** DATA TO PROCESS follows **

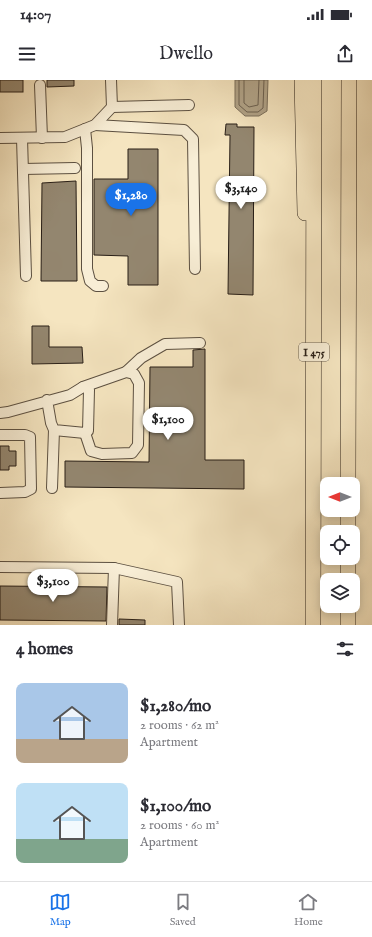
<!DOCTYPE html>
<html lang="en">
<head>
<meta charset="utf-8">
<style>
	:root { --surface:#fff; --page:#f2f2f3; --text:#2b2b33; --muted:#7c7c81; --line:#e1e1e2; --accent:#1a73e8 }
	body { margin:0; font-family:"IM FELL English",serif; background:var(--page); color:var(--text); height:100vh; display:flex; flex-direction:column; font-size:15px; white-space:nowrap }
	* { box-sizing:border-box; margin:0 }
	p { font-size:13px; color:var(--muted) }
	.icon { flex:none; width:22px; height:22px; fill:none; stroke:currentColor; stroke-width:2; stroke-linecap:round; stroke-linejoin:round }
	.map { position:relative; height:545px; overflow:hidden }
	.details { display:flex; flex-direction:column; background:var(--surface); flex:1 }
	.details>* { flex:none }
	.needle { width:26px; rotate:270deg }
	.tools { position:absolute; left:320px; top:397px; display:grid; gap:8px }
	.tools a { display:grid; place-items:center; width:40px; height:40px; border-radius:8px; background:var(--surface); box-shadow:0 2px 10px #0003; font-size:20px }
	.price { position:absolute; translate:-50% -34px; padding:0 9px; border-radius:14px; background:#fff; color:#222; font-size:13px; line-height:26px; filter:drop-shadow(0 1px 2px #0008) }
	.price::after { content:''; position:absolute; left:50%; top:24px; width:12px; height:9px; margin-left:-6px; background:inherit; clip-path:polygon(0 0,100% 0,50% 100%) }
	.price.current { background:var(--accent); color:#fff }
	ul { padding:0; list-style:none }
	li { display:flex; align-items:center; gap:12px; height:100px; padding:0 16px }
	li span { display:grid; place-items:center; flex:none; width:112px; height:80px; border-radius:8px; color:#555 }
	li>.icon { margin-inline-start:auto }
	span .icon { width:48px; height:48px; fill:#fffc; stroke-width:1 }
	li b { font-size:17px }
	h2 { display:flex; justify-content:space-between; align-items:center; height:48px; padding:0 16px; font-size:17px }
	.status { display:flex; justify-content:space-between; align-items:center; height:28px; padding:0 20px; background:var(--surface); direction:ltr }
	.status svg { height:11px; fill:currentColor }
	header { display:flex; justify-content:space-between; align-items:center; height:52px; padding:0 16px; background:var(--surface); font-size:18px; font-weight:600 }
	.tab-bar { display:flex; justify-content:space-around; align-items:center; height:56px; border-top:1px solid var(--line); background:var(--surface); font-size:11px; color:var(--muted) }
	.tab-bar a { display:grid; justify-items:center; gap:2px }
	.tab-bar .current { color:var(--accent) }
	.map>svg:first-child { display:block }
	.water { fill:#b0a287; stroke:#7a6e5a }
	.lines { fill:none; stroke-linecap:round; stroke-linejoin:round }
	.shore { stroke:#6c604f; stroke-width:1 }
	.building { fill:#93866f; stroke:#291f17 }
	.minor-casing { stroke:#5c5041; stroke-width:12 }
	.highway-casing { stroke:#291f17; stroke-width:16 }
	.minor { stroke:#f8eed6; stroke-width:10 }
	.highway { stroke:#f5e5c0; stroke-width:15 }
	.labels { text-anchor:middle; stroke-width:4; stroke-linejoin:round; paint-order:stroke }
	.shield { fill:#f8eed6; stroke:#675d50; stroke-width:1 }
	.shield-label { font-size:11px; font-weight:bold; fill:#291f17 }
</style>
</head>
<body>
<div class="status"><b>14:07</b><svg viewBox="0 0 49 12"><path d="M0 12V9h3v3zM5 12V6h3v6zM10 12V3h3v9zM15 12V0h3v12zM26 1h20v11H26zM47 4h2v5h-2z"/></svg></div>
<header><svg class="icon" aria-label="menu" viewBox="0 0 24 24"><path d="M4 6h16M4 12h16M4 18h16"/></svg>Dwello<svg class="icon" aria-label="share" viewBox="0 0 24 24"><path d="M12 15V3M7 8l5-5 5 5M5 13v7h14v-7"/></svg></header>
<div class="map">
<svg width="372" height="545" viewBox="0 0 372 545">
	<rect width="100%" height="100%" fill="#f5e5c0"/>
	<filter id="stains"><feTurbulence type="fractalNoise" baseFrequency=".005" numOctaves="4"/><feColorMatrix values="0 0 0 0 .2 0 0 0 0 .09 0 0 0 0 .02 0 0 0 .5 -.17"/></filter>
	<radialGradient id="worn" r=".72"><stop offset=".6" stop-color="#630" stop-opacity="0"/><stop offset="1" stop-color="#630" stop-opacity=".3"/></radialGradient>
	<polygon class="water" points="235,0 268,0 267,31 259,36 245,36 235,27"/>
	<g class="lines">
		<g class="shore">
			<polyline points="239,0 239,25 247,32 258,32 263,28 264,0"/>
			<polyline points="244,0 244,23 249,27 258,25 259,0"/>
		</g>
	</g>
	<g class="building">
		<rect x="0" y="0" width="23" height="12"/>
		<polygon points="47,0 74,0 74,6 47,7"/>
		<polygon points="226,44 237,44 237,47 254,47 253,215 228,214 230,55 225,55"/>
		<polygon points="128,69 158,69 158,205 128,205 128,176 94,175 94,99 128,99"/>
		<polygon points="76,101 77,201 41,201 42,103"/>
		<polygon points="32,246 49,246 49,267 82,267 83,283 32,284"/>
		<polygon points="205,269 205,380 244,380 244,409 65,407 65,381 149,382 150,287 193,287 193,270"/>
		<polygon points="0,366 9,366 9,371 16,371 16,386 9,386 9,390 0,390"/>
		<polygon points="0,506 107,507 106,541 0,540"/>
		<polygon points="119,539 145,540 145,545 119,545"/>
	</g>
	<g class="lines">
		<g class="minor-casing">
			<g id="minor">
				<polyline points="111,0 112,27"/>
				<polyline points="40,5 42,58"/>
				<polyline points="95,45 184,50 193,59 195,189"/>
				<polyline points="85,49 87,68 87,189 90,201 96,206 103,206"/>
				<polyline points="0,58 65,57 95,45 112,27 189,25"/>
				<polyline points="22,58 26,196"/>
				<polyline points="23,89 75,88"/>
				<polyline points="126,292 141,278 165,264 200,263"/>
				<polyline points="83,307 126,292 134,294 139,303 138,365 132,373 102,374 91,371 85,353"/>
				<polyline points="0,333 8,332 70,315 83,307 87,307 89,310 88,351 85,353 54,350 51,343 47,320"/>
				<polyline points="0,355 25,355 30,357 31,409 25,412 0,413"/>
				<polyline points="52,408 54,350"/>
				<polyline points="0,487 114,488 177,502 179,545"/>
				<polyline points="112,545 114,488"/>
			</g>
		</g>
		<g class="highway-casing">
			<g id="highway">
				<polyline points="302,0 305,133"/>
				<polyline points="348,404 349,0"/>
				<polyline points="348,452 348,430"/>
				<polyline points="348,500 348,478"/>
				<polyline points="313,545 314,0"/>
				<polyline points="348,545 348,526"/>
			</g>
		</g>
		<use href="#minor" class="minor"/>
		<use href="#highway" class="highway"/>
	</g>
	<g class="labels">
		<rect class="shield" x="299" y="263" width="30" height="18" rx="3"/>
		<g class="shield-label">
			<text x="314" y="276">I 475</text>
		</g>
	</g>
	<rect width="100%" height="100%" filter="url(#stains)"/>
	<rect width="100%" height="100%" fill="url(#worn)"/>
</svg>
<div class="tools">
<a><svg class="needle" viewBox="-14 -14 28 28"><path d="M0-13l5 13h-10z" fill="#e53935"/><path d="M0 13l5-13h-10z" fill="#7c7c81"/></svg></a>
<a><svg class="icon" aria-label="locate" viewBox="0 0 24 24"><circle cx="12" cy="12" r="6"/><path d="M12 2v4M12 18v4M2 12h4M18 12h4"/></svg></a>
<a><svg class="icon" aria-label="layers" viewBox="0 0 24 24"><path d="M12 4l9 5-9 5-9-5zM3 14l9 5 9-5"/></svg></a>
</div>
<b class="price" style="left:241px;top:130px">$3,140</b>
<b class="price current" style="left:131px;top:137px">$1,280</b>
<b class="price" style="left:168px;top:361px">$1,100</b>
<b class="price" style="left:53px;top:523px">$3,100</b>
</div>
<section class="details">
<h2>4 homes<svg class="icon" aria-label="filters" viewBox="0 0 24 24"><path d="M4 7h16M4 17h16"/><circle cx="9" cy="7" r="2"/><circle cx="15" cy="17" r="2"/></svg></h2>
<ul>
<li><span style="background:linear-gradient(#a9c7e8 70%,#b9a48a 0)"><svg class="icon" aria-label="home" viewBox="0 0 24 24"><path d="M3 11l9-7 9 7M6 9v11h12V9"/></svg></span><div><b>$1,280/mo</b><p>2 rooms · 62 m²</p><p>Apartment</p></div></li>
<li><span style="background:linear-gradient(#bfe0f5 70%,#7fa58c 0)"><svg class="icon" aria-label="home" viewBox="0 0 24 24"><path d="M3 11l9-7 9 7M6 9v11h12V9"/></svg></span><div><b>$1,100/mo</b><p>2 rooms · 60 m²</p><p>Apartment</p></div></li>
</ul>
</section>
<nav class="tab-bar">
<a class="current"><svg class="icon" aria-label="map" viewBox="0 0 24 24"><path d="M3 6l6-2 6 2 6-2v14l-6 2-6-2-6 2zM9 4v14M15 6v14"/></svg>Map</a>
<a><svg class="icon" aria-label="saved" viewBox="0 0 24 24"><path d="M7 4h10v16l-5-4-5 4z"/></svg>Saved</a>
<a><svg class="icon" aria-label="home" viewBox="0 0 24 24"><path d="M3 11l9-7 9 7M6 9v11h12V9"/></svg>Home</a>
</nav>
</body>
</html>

** End of DATA TO PROCESS **

== REQUIRED ACTION ==
Write out each line above that contains the word "linear".

== PROBLEM SOLUTION ==
<li><span style="background:linear-gradient(#a9c7e8 70%,#b9a48a 0)"><svg class="icon" aria-label="home" viewBox="0 0 24 24"><path d="M3 11l9-7 9 7M6 9v11h12V9"/></svg></span><div><b>$1,280/mo</b><p>2 rooms · 62 m²</p><p>Apartment</p></div></li>
<li><span style="background:linear-gradient(#bfe0f5 70%,#7fa58c 0)"><svg class="icon" aria-label="home" viewBox="0 0 24 24"><path d="M3 11l9-7 9 7M6 9v11h12V9"/></svg></span><div><b>$1,100/mo</b><p>2 rooms · 60 m²</p><p>Apartment</p></div></li>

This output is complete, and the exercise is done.